To do: Search for the word "Math" in the entries. Each line that holds it should be copied.

(Collected data)
>>>
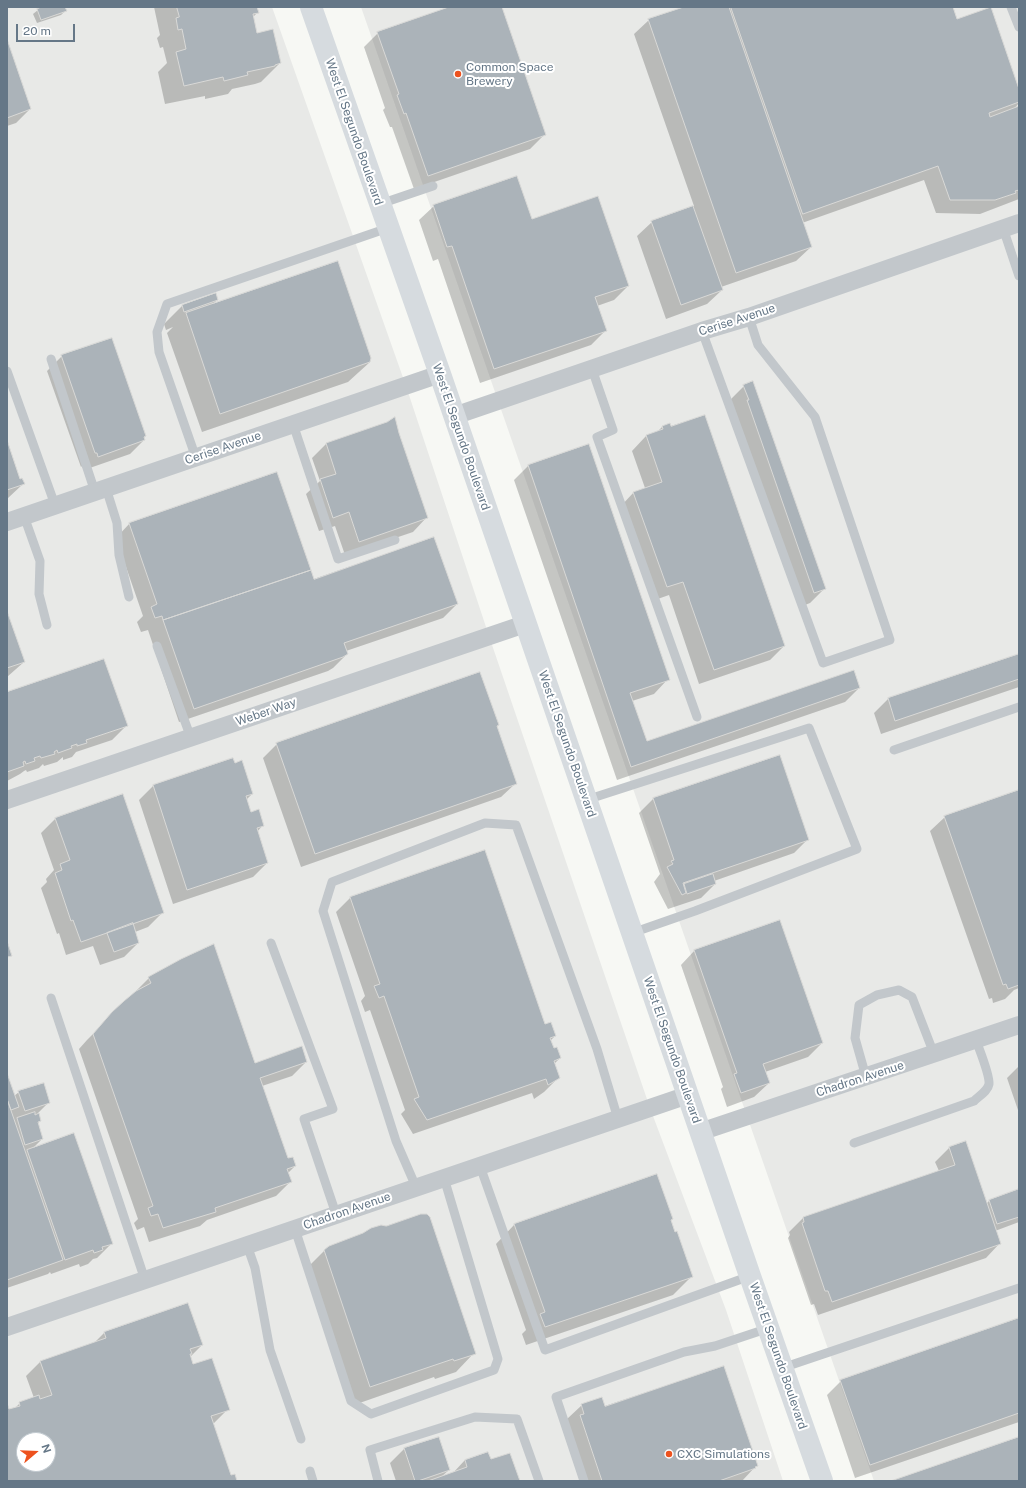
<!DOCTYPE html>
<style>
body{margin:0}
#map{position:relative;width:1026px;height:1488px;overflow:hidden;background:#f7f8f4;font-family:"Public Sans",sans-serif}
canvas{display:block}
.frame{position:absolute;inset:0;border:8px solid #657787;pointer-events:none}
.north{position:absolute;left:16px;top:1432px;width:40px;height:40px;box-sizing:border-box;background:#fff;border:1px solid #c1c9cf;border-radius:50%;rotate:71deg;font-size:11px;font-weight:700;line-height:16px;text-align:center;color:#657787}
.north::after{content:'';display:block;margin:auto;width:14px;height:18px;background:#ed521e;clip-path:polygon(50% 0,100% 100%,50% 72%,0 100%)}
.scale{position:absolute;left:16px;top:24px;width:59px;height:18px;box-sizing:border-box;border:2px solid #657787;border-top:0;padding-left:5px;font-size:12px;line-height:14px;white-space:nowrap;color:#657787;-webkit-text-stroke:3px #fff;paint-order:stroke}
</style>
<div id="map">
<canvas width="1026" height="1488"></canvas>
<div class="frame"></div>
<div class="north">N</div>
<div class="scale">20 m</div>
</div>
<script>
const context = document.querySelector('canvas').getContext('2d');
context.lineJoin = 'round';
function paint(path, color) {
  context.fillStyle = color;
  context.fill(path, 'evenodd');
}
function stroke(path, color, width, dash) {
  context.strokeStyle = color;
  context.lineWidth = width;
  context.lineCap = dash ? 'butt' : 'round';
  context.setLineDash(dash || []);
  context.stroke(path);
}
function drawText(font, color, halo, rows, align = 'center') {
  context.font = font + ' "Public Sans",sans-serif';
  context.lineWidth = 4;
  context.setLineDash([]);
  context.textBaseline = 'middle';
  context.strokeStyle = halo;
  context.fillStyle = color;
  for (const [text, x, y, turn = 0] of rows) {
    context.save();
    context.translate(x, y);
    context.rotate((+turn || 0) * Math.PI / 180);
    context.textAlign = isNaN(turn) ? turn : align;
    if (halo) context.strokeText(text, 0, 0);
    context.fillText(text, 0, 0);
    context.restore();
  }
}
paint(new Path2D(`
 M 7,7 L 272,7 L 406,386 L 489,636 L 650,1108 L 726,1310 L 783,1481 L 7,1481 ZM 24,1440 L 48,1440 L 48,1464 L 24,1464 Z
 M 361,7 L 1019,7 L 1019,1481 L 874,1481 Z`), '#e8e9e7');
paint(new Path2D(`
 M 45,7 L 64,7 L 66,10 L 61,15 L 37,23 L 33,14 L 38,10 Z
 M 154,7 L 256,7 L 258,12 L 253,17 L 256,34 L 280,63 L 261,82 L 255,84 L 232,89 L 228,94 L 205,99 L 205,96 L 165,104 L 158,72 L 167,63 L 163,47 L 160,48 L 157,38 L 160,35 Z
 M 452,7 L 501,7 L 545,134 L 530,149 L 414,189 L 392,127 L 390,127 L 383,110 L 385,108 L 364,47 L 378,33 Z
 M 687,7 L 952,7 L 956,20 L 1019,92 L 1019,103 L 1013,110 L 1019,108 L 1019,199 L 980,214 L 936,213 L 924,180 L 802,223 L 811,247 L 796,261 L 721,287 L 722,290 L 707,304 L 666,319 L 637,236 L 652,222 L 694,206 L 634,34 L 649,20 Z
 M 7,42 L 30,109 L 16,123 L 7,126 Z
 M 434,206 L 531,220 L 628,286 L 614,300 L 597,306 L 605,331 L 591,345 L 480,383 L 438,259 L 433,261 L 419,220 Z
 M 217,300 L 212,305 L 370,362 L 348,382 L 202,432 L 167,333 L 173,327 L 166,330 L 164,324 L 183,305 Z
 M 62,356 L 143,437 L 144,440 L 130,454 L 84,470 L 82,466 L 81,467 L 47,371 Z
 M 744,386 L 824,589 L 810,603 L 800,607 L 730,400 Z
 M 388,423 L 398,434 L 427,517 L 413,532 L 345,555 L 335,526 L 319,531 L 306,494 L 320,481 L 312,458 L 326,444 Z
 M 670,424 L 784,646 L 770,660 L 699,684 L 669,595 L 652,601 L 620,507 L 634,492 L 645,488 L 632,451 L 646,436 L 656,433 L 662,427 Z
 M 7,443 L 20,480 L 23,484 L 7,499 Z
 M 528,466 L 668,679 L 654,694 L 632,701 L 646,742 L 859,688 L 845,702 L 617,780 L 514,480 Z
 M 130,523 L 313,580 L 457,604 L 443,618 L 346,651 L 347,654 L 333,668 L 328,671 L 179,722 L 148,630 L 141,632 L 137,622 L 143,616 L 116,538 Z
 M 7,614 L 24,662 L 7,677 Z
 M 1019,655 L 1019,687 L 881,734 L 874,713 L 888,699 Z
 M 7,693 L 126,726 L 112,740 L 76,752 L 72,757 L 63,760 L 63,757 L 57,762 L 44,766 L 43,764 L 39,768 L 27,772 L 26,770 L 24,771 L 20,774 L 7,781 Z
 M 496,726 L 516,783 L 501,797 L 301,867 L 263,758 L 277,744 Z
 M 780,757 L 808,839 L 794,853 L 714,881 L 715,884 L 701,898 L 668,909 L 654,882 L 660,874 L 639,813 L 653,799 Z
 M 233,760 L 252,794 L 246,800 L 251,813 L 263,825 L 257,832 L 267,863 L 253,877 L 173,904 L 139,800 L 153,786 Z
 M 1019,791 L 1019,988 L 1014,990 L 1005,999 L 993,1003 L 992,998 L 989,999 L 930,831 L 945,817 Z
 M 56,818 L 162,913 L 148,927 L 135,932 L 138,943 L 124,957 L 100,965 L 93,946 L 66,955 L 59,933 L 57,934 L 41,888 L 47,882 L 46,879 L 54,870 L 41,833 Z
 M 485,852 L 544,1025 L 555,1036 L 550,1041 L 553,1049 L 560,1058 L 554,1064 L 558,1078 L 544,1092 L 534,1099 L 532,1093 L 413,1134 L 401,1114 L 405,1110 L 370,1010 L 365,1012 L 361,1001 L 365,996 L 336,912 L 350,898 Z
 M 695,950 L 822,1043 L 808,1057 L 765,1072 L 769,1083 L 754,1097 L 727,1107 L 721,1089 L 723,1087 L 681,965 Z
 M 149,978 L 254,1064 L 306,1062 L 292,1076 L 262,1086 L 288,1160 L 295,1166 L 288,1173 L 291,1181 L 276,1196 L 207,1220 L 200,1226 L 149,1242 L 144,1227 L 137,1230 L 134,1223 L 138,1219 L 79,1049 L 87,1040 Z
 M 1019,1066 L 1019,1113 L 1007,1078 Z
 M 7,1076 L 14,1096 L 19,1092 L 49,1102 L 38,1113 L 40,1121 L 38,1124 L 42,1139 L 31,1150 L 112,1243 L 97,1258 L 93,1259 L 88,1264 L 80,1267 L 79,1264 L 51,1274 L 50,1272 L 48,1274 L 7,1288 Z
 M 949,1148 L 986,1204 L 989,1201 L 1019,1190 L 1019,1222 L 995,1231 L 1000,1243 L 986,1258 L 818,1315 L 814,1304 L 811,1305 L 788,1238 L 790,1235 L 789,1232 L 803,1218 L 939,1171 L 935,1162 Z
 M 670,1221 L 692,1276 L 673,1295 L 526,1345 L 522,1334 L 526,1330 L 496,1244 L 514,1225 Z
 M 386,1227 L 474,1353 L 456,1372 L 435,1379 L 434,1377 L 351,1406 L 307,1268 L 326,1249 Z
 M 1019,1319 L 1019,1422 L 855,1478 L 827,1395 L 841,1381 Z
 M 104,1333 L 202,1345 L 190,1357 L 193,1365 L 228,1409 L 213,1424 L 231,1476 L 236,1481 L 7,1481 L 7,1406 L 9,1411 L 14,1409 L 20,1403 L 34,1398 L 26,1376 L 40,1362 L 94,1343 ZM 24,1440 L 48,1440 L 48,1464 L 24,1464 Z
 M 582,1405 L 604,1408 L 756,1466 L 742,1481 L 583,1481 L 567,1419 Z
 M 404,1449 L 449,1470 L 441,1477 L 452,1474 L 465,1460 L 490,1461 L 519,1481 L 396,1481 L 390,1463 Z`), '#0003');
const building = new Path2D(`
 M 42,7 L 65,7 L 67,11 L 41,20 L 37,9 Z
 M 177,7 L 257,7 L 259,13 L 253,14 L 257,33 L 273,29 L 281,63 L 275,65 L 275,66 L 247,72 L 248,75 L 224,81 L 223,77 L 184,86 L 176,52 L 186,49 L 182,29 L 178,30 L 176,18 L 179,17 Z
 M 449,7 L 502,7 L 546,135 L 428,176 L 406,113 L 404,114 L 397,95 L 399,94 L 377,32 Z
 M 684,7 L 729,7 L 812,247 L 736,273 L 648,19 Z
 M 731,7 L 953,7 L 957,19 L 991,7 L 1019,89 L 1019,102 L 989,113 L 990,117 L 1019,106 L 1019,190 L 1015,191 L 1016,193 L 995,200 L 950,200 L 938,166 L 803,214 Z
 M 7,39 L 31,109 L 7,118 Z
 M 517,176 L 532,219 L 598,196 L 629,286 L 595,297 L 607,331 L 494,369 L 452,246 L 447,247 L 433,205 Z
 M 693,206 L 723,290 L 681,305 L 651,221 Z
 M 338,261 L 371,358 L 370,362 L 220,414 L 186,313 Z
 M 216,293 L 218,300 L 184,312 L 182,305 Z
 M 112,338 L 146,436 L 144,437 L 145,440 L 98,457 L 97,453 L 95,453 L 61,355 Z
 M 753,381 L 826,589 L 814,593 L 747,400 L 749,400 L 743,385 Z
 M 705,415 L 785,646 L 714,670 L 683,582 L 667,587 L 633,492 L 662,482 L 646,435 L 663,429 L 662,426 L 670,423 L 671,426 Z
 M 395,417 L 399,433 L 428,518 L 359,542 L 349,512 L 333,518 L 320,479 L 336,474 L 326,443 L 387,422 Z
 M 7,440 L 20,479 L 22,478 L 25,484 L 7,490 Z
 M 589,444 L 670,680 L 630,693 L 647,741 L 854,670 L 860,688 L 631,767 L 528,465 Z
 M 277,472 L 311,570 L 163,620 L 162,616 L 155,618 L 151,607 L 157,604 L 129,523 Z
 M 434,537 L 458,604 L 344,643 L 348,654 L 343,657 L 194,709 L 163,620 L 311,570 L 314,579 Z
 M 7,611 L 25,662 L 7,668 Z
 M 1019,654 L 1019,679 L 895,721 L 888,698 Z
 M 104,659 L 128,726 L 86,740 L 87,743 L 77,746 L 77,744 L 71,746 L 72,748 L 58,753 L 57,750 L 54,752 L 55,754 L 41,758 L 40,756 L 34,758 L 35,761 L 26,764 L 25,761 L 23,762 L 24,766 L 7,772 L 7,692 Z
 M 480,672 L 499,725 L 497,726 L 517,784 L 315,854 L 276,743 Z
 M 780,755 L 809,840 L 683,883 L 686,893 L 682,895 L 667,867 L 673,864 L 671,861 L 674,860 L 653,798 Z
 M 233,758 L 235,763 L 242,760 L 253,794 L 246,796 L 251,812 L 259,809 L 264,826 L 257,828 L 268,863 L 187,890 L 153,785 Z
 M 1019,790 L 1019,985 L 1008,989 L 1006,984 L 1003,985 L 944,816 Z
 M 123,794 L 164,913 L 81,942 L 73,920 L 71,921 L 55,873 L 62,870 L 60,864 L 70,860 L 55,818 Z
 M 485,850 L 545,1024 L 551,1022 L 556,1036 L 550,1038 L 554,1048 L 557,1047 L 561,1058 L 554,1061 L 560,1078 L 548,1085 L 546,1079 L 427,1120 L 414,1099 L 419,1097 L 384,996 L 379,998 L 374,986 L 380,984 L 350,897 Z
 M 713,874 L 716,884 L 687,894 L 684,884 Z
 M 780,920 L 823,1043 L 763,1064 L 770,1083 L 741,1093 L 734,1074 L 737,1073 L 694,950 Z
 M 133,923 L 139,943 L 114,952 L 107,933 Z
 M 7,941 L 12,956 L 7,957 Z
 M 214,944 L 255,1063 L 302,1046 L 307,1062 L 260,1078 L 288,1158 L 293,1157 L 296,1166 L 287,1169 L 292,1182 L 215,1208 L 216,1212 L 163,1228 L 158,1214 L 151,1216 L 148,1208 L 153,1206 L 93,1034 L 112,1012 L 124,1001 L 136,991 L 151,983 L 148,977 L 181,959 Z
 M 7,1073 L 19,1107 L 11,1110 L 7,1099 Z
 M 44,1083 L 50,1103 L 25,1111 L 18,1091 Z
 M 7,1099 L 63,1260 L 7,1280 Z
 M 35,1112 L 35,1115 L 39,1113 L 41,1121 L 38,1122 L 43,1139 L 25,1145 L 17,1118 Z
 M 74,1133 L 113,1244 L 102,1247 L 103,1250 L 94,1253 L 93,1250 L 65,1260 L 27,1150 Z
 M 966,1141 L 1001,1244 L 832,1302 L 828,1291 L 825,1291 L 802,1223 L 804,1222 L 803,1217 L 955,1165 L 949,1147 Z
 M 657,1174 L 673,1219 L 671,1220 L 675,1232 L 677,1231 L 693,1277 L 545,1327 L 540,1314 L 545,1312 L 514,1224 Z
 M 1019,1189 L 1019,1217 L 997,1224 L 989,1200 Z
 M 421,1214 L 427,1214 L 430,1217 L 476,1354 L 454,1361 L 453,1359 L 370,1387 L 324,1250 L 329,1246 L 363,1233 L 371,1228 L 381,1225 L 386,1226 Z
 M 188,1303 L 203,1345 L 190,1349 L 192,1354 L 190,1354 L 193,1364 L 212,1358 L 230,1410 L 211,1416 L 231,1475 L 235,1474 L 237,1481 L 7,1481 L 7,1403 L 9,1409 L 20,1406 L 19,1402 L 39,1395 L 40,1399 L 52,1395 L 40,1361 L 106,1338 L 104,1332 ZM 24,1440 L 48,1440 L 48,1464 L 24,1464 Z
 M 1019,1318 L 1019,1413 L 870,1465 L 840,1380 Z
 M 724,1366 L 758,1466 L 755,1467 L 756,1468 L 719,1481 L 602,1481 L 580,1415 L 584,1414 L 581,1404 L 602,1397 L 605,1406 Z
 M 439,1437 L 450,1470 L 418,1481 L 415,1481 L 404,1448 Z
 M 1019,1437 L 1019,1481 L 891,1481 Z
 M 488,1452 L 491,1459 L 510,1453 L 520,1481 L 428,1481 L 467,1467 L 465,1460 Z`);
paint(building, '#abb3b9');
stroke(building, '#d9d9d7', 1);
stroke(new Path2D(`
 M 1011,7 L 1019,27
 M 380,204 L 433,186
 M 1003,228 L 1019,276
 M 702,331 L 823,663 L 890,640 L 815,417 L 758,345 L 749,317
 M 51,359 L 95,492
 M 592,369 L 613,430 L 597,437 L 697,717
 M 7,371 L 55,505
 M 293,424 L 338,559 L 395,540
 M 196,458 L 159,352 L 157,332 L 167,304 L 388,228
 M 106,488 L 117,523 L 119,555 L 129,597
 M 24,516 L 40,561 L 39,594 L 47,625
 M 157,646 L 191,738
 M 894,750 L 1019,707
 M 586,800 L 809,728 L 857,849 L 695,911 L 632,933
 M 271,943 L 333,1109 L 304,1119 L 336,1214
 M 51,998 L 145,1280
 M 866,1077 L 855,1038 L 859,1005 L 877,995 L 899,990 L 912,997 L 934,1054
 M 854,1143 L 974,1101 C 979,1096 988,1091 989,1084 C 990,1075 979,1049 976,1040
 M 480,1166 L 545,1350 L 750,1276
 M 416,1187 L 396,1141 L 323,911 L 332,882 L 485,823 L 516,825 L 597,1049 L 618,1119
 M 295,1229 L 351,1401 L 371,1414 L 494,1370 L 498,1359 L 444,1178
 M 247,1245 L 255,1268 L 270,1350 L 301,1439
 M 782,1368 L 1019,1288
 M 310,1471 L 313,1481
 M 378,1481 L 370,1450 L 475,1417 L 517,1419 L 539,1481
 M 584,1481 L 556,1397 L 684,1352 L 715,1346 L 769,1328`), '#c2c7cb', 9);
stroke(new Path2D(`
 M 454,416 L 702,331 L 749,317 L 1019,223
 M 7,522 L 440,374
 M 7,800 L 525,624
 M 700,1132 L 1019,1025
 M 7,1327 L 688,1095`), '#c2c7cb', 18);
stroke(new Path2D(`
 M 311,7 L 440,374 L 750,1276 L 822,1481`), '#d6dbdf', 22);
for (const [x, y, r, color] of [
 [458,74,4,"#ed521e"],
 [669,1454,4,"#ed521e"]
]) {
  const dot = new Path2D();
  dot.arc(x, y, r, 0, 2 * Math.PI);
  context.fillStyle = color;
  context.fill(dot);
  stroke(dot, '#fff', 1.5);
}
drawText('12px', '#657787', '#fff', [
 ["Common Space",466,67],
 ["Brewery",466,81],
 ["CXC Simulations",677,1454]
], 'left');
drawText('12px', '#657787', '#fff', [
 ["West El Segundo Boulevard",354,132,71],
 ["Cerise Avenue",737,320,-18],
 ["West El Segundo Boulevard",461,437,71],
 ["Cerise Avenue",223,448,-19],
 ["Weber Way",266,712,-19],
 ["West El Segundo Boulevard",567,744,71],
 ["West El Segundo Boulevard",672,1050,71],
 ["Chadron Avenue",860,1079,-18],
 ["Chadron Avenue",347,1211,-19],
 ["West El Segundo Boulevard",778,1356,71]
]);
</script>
<<<
Output of the task:
    context.rotate((+turn || 0) * Math.PI / 180);
  dot.arc(x, y, r, 0, 2 * Math.PI);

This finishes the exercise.